_EXERCISE DETAILS:_
Look below for the line containing "L 1154,496 Z" and the line containing "M 490,346 L"; repeat exactly those two lines and all lines between them, and nothing else.

_DATA EXCERPTS:_
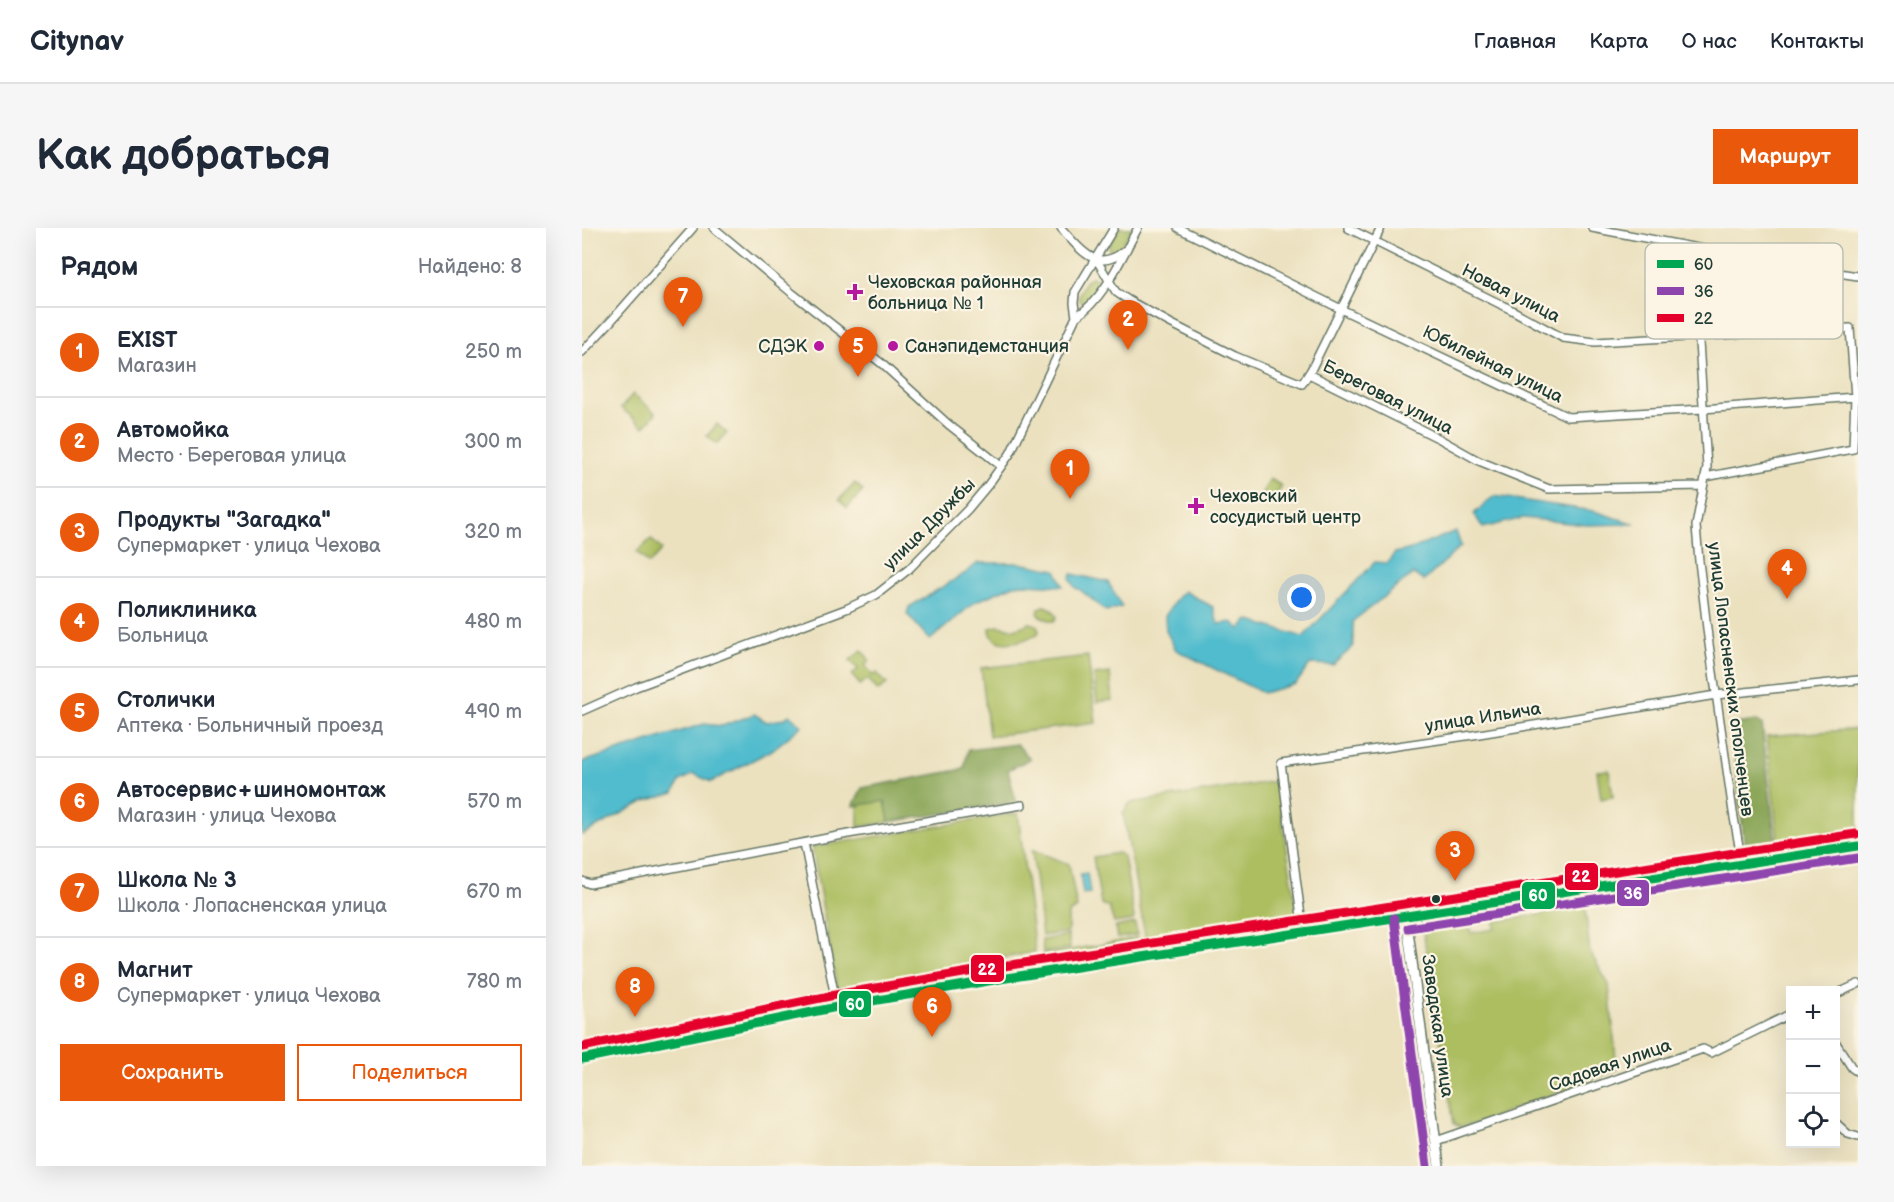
<!DOCTYPE html>
<html lang="ru">
<meta charset="utf-8">
<style>
body{margin:0;font-family:"Balsamiq Sans",sans-serif;background:#f6f6f7;color:#1f2937}
.controls{position:absolute;right:18px;bottom:18px;display:grid;overflow:hidden;border-radius:0px;box-shadow:0 6px 24px #0002}
.controls button{width:54px;height:54px;display:grid;place-items:center;padding:0;border:0;border-bottom:2px solid #e0e1e3;background:#fff;color:#1f2937;font:30px sans-serif}
.you{position:absolute;left:720px;top:370px;width:21px;height:21px;margin:-15px;border:4px solid #fff;border-radius:50%;background:#1a73e8;box-shadow:0 0 0 9px #1a73e833}
.badge{display:grid;place-items:center;width:39px;height:39px;border-radius:50%;background:#ea580c;color:#fff;font-size:20px;font-weight:700}
.pin{position:absolute;translate:-50% -50px;filter:drop-shadow(0 2px 3px #0008)}
.pin::after{content:'';position:absolute;top:32px;width:21px;height:18px;background:inherit;clip-path:polygon(0 0,100% 0,50% 100%)}
.list{margin:0;padding:0;list-style:none}
h2{display:flex;justify-content:space-between;align-items:center;height:78px;margin:0;padding:0 24px;font-size:26px}
h2 small{font-size:20px;font-weight:400;color:#747a83}
.list li{display:grid;grid-template-columns:39px 1fr auto;gap:18px;align-items:center;box-sizing:border-box;height:90px;padding:0 24px;border-top:2px solid #e0e1e3}
.list b{display:block;font-size:22px;white-space:nowrap}
.list p{margin:0;font-size:20px;white-space:nowrap;color:#747a83}
.list em{font-size:20px;font-style:normal;color:#747a83}
.actions{display:flex;gap:12px;padding:18px 24px}
.actions a{flex:1;padding:14px 0;border:2px solid #ea580c;border-radius:0px;text-align:center;font-size:21px;color:#ea580c}
.actions .main{background:#ea580c;color:#fff}
.icon{flex:none;width:33px;height:33px;fill:none;stroke:currentColor;stroke-width:2;stroke-linecap:round;stroke-linejoin:round}
.map{position:relative;flex:none;width:1276px;height:938px;overflow:hidden;border-radius:0px}
header{display:flex;align-items:center;gap:36px;box-sizing:border-box;height:84px;padding:0 30px;background:#fff;border-bottom:2px solid #e0e1e3}
header strong{font-size:28px}
nav{display:flex;gap:33px;margin-inline-start:auto;font-size:21px}
.intro{display:flex;align-items:center;justify-content:space-between;box-sizing:border-box;height:144px;padding:0 36px}
h1{margin:0;font-size:42px}
.button{padding:15px 27px;border-radius:0px;background:#ea580c;color:#fff;font-size:21px;font-weight:700}
main{display:flex;gap:36px;padding:0 36px}
aside{flex:1;background:#fff;border-radius:0px;box-shadow:0 6px 24px #0002}
.map>svg:first-child{display:block}
.green{fill:#acbe61;stroke:#667e4a;stroke-width:1.5}
.forest{fill:#89a557;stroke:#547146;stroke-width:1.5}
.water{fill:#51bccd;stroke:#387c80;stroke-width:1.5}
.lines{fill:none;stroke-linecap:round;stroke-linejoin:round}
.minor-casing{stroke:#667665;stroke-width:10}
.major-casing{stroke:#667665;stroke-width:12}
.minor{stroke:#fff;stroke-width:7}
.major{stroke:#fff;stroke-width:9}
.bus-1-casing{stroke:#fcf5e5;stroke-width:14}
.bus-2-casing{stroke:#fcf5e5;stroke-width:14}
.bus-3-casing{stroke:#fcf5e5;stroke-width:14}
.bus-1{stroke:#00a651;stroke-width:9}
.bus-2{stroke:#8e44ad;stroke-width:9}
.bus-3{stroke:#e4002b;stroke-width:9}
.poi-dot{fill:#b5179e;stroke:#fcf5e5;stroke-width:2}
.bus-dot{fill:#1f3d34;stroke:#fcf5e5;stroke-width:2}
.labels{text-anchor:middle;stroke-width:4.5;stroke-linejoin:round;paint-order:stroke}
.poi-label{font-size:18px;fill:#1f3d34;stroke:#fcf5e5;text-anchor:start}
.street-label{font-size:18px;fill:#1f3d34;stroke:#fcf5e5}
.key{fill:#fcf5e5;stroke:#babeb0;stroke-width:1.5}
.key-label{font-size:16px;fill:#1f3d34}
.line-badge{stroke:#fcf5e5;stroke-width:2}
.badge-label{font-size:16px;text-anchor:middle;font-weight:bold;fill:#fff}
</style>
<header>
<strong>Citynav</strong>
<nav><a>Главная</a><a>Карта</a><a>О нас</a><a>Контакты</a></nav>
</header>
<div class="intro"><h1>Как добраться</h1><a class="button">Маршрут</a></div>
<main>
<aside>
<h2>Рядом<small>Найдено: 8</small></h2>
<ul class="list">
<li><span class="badge">1</span><div><b>EXIST</b><p>Магазин</p></div><em>250 m</em></li>
<li><span class="badge">2</span><div><b>Автомойка</b><p>Место · Береговая улица</p></div><em>300 m</em></li>
<li><span class="badge">3</span><div><b>Продукты &quot;Загадка&quot;</b><p>Супермаркет · улица Чехова</p></div><em>320 m</em></li>
<li><span class="badge">4</span><div><b>Поликлиника</b><p>Больница</p></div><em>480 m</em></li>
<li><span class="badge">5</span><div><b>Столички</b><p>Аптека · Больничный проезд</p></div><em>490 m</em></li>
<li><span class="badge">6</span><div><b>Автосервис+шиномонтаж</b><p>Магазин · улица Чехова</p></div><em>570 m</em></li>
<li><span class="badge">7</span><div><b>Школа № 3</b><p>Школа · Лопасненская улица</p></div><em>670 m</em></li>
<li><span class="badge">8</span><div><b>Магнит</b><p>Супермаркет · улица Чехова</p></div><em>780 m</em></li>
</ul>
<div class="actions"><a class="main">Сохранить</a><a>Поделиться</a></div>
</aside>
<div class="map">
<svg width="1276" height="938" viewBox="0 0 1276 938">
<rect width="100%" height="100%" fill="#fcf5e5"/>
<filter id="ink" filterUnits="userSpaceOnUse"><feTurbulence type="fractalNoise" baseFrequency=".0167" numOctaves="2"/><feDisplacementMap in="SourceGraphic" scale="12" xChannelSelector="R" yChannelSelector="G"/><feConvolveMatrix kernelMatrix="1 2 1 2 8 2 1 2 1" color-interpolation-filters="sRGB"/></filter>
<filter id="wash" filterUnits="userSpaceOnUse"><feTurbulence type="fractalNoise" baseFrequency=".008" numOctaves="4" result="noise"/><feDisplacementMap in="SourceGraphic" scale="24" xChannelSelector="R" yChannelSelector="G"/><feGaussianBlur stdDeviation="1.35" result="paint"/><feColorMatrix in="noise" values="0 0 0 0 0 0 0 0 0 0 0 0 0 0 0 0 0 1.4 0 .05"/><feComposite in="paint" operator="in"/></filter>
<g filter="url(#wash)">
<rect width="100%" height="100%" fill="#ebe1bf"/>
<path class="green" d="M 537,0 L 550,0 L 537,23 L 532,25 L 527,22 L 527,17 Z
M 509,49 L 516,52 L 517,58 L 508,74 L 501,75 L 497,72 C 496,64 502,52 509,49 Z
M 51,166 L 74,185 L 62,199 L 39,180 Z
M 135,196 L 145,205 L 135,216 L 125,208 Z
M 688,251 L 700,258 L 692,272 L 680,265 Z
M 273,255 L 281,263 L 265,280 L 257,272 Z
M 69,311 L 80,322 L 67,336 L 55,324 Z
M 462,378 C 469,379 473,383 475,389 L 472,393 L 469,393 L 456,387 L 457,381 Z
M 448,395 L 455,397 L 457,403 L 456,406 C 444,413 408,424 408,400 L 416,398 L 433,401 Z
M 280,422 L 288,433 L 283,437 L 291,448 L 295,445 L 305,456 L 296,463 L 286,451 L 278,457 L 270,447 L 276,441 L 268,432 Z
M 506,428 L 514,495 L 407,508 L 399,440 Z
M 528,445 L 531,472 L 515,474 L 512,447 Z
M 1276,501 L 1276,601 L 1196,613 L 1185,508 Z
M 1027,542 L 1031,569 L 1019,571 L 1015,543 Z
M 694,553 L 716,690 L 564,713 L 541,585 L 548,575 Z
M 304,573 L 307,594 L 276,599 L 276,577 Z
M 436,585 L 453,724 L 255,761 L 230,619 Z
M 450,622 L 487,636 L 495,680 L 486,685 L 486,704 L 460,708 Z
M 536,625 L 542,629 L 552,690 L 551,692 L 532,695 L 527,679 L 519,676 L 511,629 Z
M 1003,679 L 1008,724 L 1027,757 L 1035,842 L 893,896 L 878,899 L 872,896 L 841,703 L 887,697 L 889,705 L 913,701 L 912,694 Z
M 553,695 L 555,707 L 535,710 L 533,699 Z
M 486,707 L 488,720 L 461,725 L 460,712 Z
M 555,710 L 557,718 L 554,721 L 515,727 L 513,718 Z
M 510,718 L 512,728 L 465,735 L 462,727 Z"/>
<path class="forest" d="M 1175,493 L 1180,496 L 1193,610 L 1189,616 L 1168,618 L 1162,613 L 1150,501 L 1154,496 Z
M 435,516 L 448,531 L 426,542 L 434,574 L 307,594 L 303,573 L 271,578 L 280,560 L 382,541 L 386,522 Z"/>
<path class="water" d="M 912,268 L 1012,283 L 1053,296 L 1005,297 L 941,290 L 901,300 L 892,286 Z
M 874,303 L 879,318 L 842,353 L 831,346 L 771,393 L 771,419 L 751,437 L 728,436 L 714,456 L 681,465 L 594,422 L 584,403 L 583,388 L 595,370 L 602,363 L 631,379 L 636,396 L 650,394 L 658,401 L 666,392 L 721,409 L 793,334 L 805,335 L 813,325 L 830,321 Z
M 396,335 L 437,335 L 474,342 L 481,358 L 442,356 L 432,357 L 393,374 L 348,412 L 325,386 L 327,379 L 382,346 Z
M 490,346 L 526,354 L 540,379 L 524,383 L 497,361 L 493,360 L 488,350 Z
M 172,486 L 185,494 L 201,491 L 208,487 L 220,498 L 190,522 L 129,554 L 112,546 L 98,553 L 92,565 L 63,573 L 0,607 L 0,534 L 122,496 L 140,498 Z
M 505,645 L 508,665 L 501,666 L 498,646 Z"/>
</g>
<g filter="url(#ink)">
<g class="lines">
<g class="minor-casing">
<path id="minor" d="M 132,0 L 210,65 L 299,135 L 366,196 L 419,238
M 479,0 C 497,20 514,46 542,23
M 596,0 L 765,84 L 986,189 L 1121,181 L 1273,169
M 766,0 L 928,81 L 981,110 L 1013,114 L 1268,100 L 1273,169 L 1271,221 L 1123,249
M 1010,0 L 1211,38 L 1276,48
M 1111,20 L 1125,239 L 1114,298 L 1117,333 L 1126,409 L 1151,584 L 1160,635
M 514,31 L 534,64 L 546,72 L 588,95 L 653,128 L 720,156 L 729,142 L 799,0
M 494,89 L 492,75 L 493,64 L 532,0
M 0,124 L 30,92 L 111,0
M 727,146 L 856,210 L 897,233 L 967,261 L 1121,258
M 0,483 L 54,459 L 264,381 L 294,367 L 327,341 L 386,281 L 406,257 L 428,226 L 494,89 C 524,69 539,30 556,0
M 222,615 L 255,779
M 0,653 L 8,656 L 266,606 L 440,577
M 824,688 L 1003,659 L 1276,618
M 721,703 L 699,535 L 891,507 L 1134,467 L 1276,452
M 1254,766 L 1276,756
M 1254,815 L 1270,840 L 1276,844
M 1254,895 L 1266,906 L 1276,909
M 854,913 L 1121,821 L 1129,825 L 1208,786"/>
</g>
<g class="major-casing">
<path id="major" d="M 0,831 L 255,779 L 368,759 L 824,688 L 857,938"/>
</g>
<use href="#minor" class="minor"/>
<use href="#major" class="major"/>
<g class="bus-1-casing">
<path id="bus-1" d="M 0,831 L 255,779 L 418,751 L 1276,618"/>
</g>
<g class="bus-2-casing">
<path id="bus-2" d="M 812,690 L 845,938
M 826,700 L 1276,630"/>
</g>
<g class="bus-3-casing">
<path id="bus-3" d="M 0,819 L 253,767 L 416,739 L 1274,606"/>
</g>
<use href="#bus-1" class="bus-1"/>
<use href="#bus-2" class="bus-2"/>
<use href="#bus-3" class="bus-3"/>
</g>
</g>
<g class="poi-dot">
<path d="M270 55h6v6h6v6h-6v6h-6v-6h-6v-6h6z"/>
<circle cx="237" cy="118" r="6"/>
<circle cx="311" cy="118" r="6"/>
<path d="M611 269h6v6h6v6h-6v6h-6v-6h-6v-6h6z"/>
</g>
<circle class="bus-dot" cx="854" cy="671" r="5"/>
<g class="labels">
<g class="poi-label">
<text x="286" y="60">Чеховская районная<tspan x="286" dy="21">больница № 1</tspan></text>
<text x="225" y="124" text-anchor="end">СДЭК</text>
<text x="323" y="124">Санэпидемстанция</text>
<text x="628" y="274">Чеховский<tspan x="628" dy="21">сосудистый центр</tspan></text>
</g>
<g class="street-label">
<text transform="translate(929 65) rotate(27)" y="6">Новая улица</text>
<text transform="translate(911 136) rotate(26)" y="6">Юбилейная улица</text>
<text transform="translate(806 169) rotate(27)" y="6">Береговая улица</text>
<text transform="translate(347 296) rotate(-45)" y="6">улица Дружбы</text>
<text transform="translate(1149 451) rotate(83)" y="6">улица Лопасненских ополченцев</text>
<text transform="translate(901 489) rotate(-9)" y="6">улица Ильича</text>
<text transform="translate(856 798) rotate(82)" y="6">Заводская улица</text>
<text transform="translate(1028 837) rotate(-19)" y="6">Садовая улица</text>
</g>
</g>
<rect x="1063" y="15" width="198" height="96" rx="9" class="key"/>
<rect x="1075" y="32" width="27" height="8" fill="#00a651"/>
<rect x="1075" y="59" width="27" height="8" fill="#8e44ad"/>
<rect x="1075" y="86" width="27" height="8" fill="#e4002b"/>
<g class="key-label">
<text x="1112" y="42">60</text>
<text x="1112" y="69">36</text>
<text x="1112" y="96">22</text>
</g>
<g class="line-badge">
<rect x="982" y="634" width="35" height="29" rx="6" fill="#e4002b"/>
<rect x="1034" y="651" width="34" height="28" rx="6" fill="#8e44ad"/>
<rect x="939" y="653" width="35" height="29" rx="6" fill="#00a651"/>
<rect x="388" y="726" width="35" height="29" rx="6" fill="#e4002b"/>
<rect x="256" y="762" width="34" height="28" rx="6" fill="#00a651"/>
</g>
<g class="badge-label">
<text x="999" y="654">22</text>
<text x="1051" y="671">36</text>
<text x="956" y="673">60</text>
<text x="405" y="747">22</text>
<text x="273" y="782">60</text>
</g>
</svg>
<div class="controls">
<button>+</button>
<button>−</button>
<button><svg class="icon" aria-label="locate" viewBox="0 0 24 24"><circle cx="12" cy="12" r="6"/><path d="M12 2v4M12 18v4M2 12h4M18 12h4"/></svg></button>
</div>
<div class="you"></div>
<div class="pin badge" style="left:488px;top:271px">1</div>
<div class="pin badge" style="left:546px;top:122px">2</div>
<div class="pin badge" style="left:873px;top:653px">3</div>
<div class="pin badge" style="left:1205px;top:371px">4</div>
<div class="pin badge" style="left:276px;top:149px">5</div>
<div class="pin badge" style="left:350px;top:809px">6</div>
<div class="pin badge" style="left:101px;top:99px">7</div>
<div class="pin badge" style="left:53px;top:789px">8</div>
</div>
</main>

_YOUR RESPONSE:_
<path class="forest" d="M 1175,493 L 1180,496 L 1193,610 L 1189,616 L 1168,618 L 1162,613 L 1150,501 L 1154,496 Z
M 435,516 L 448,531 L 426,542 L 434,574 L 307,594 L 303,573 L 271,578 L 280,560 L 382,541 L 386,522 Z"/>
<path class="water" d="M 912,268 L 1012,283 L 1053,296 L 1005,297 L 941,290 L 901,300 L 892,286 Z
M 874,303 L 879,318 L 842,353 L 831,346 L 771,393 L 771,419 L 751,437 L 728,436 L 714,456 L 681,465 L 594,422 L 584,403 L 583,388 L 595,370 L 602,363 L 631,379 L 636,396 L 650,394 L 658,401 L 666,392 L 721,409 L 793,334 L 805,335 L 813,325 L 830,321 Z
M 396,335 L 437,335 L 474,342 L 481,358 L 442,356 L 432,357 L 393,374 L 348,412 L 325,386 L 327,379 L 382,346 Z
M 490,346 L 526,354 L 540,379 L 524,383 L 497,361 L 493,360 L 488,350 Z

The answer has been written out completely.